Being a pseudo benny means never apologizing for saying something indescribably inane...
The fact is that Saddam himself had an ongoing love affair with terrorists and terrorism...
Sadly pseudo benny could've done just a wee bit of homework so as to spare us this pathetic attempt at silly banter...
This looks like a tie to me. Free market capitalism got them out but it was free market capitalism that put them there in the first place.
The last time I checked, mining was done under both free market capitalism and authoritarian socialist regimes. Under which system do you think that it is safer to be a miner?
There were no terrorist in Iraq. We killed people who were fighting an invading military (ours).
Correct.
Okay, we killed 30k Afghanis. I'll give it to you, every one was a terrorist.
That works out to $100 million per terrorist.
But you forget the benefit that goes to the military-industrial complex and to those of us that sell products that the military-industrial complex purchases.
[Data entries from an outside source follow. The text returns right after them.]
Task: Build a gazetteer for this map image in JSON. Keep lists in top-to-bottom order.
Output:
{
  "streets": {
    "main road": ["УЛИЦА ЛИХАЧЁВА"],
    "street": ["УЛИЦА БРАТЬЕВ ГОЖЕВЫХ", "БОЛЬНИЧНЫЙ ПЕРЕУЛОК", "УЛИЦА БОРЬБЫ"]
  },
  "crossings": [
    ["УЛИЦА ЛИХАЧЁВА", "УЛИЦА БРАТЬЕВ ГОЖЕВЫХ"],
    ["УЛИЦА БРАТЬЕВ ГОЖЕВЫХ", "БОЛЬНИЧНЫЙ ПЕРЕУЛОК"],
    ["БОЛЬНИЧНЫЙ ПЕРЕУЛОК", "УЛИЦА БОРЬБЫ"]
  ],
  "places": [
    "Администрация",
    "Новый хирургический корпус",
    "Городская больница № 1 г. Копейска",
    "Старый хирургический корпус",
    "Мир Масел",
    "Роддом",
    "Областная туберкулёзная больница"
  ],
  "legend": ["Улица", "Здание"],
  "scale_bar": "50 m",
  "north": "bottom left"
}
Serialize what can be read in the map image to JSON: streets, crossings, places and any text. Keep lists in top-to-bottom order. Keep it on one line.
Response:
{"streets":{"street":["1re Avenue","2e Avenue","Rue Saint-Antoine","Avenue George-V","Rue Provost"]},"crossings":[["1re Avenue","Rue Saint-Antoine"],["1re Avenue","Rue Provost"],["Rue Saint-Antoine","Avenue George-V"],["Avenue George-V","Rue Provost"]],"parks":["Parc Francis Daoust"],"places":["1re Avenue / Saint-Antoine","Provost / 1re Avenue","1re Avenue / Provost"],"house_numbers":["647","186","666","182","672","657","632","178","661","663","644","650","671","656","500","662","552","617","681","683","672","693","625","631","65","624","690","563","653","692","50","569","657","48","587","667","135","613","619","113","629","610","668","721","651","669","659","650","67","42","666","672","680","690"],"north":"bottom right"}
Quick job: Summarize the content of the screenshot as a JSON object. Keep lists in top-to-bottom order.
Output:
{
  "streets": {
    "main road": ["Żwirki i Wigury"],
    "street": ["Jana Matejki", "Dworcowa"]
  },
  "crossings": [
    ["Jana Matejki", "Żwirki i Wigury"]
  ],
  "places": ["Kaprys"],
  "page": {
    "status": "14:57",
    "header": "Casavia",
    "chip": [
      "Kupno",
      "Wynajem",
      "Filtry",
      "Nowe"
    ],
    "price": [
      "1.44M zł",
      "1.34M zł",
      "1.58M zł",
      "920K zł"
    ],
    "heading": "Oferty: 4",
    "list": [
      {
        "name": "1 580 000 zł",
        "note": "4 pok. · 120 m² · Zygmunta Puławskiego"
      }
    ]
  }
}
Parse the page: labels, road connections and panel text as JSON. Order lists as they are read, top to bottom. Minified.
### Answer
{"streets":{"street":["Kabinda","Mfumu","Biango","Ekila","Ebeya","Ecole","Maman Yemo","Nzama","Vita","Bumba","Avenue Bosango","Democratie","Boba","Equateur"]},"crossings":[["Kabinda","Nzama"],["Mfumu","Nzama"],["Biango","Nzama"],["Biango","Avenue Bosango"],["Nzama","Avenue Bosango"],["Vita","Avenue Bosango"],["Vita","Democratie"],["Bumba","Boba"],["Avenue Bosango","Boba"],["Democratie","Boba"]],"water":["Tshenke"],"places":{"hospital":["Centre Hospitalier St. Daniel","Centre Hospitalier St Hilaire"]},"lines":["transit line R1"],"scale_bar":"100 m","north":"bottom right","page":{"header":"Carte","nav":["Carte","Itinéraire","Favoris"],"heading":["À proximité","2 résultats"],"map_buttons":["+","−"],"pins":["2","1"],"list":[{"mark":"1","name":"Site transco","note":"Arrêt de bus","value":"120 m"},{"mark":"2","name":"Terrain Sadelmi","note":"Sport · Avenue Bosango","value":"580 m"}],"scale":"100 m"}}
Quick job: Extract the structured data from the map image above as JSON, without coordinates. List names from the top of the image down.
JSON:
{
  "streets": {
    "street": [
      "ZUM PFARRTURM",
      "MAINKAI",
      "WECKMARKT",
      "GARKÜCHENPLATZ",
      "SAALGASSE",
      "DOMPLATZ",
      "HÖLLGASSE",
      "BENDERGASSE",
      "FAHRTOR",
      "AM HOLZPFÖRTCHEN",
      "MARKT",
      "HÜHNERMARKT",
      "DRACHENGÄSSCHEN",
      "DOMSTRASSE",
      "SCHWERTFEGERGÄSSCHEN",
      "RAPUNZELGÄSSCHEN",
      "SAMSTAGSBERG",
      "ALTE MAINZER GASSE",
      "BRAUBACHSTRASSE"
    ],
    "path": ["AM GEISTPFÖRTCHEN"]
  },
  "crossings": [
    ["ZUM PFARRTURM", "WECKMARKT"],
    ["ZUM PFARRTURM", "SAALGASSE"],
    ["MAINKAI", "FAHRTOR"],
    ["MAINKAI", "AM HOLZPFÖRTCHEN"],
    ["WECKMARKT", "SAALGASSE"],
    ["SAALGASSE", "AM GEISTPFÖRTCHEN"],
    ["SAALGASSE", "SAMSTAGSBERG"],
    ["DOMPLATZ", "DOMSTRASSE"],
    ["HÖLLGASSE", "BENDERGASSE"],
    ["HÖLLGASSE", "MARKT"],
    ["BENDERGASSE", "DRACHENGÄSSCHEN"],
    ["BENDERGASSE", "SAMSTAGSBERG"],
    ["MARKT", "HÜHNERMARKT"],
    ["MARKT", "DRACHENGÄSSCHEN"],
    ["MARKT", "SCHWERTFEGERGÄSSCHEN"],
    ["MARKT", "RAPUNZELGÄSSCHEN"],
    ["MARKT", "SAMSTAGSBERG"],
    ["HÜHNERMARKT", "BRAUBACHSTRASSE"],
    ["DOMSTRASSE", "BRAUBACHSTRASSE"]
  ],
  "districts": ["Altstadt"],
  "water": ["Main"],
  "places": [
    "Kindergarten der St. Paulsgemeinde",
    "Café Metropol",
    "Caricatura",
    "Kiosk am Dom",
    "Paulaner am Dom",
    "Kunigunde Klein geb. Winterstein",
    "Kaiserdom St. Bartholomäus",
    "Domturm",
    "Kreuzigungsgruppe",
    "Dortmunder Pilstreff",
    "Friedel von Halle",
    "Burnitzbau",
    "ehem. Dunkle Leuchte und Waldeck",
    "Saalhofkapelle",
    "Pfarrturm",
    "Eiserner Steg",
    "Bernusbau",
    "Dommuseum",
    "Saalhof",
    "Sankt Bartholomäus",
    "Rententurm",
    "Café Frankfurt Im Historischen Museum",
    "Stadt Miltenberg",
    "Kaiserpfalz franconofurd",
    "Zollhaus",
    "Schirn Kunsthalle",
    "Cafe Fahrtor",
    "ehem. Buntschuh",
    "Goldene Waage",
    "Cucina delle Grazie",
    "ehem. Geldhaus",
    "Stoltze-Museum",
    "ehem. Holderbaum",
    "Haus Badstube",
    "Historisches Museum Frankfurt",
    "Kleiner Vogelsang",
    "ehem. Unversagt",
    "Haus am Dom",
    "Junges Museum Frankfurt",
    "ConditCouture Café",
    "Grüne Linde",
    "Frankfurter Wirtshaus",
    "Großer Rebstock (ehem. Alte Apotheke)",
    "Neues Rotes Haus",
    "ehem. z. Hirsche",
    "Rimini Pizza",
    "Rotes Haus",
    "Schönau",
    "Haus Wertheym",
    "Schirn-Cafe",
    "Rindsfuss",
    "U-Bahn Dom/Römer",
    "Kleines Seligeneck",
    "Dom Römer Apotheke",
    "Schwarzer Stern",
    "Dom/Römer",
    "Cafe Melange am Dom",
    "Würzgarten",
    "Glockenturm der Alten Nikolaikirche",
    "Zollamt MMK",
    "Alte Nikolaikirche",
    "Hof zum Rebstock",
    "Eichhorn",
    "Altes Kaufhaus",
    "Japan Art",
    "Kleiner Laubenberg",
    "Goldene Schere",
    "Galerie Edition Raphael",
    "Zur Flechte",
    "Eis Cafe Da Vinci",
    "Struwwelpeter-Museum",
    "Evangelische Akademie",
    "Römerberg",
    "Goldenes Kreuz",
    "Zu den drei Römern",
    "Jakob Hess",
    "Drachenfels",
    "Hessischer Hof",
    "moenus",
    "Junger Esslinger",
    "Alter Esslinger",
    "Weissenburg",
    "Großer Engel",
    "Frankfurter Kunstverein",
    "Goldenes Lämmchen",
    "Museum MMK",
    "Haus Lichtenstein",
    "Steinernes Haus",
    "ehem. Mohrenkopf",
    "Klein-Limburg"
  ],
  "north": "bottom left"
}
Without the US taxpayer paying for foreign adventurism some of us would not have made as much money as we did. What about our children? Mine have some stupid idea about going to Princeton or Yale. Do you know how much tuition costs for an Ivy League school?
"Correct"...
Per his usual style wrong again!
"But you forget the benefit that goes to the military-industrial complex and to those of us that sell products that the military-industrial complex purchases"...
Well now he's two for two at being wrong again...
@Morganovich
I agree with your points about a private army but "a failure to respond to 9/11 would have invited more attacks. what is it worth to prevent another such attack?"
I think we are more vigilant about terrorist attacks but they(terrorists) aren't going away because we responded to Iraq or Afganistan. Granted, if we would have taken out Bin Laden in the first year, things might have been a bit different. A case could be made that we created more enemies with all the deaths in Irag and Afganistan. I read an interview with a military officer at Abu Ghraib, that said, if they weren't terrorists when they got here, they certainly were when they left.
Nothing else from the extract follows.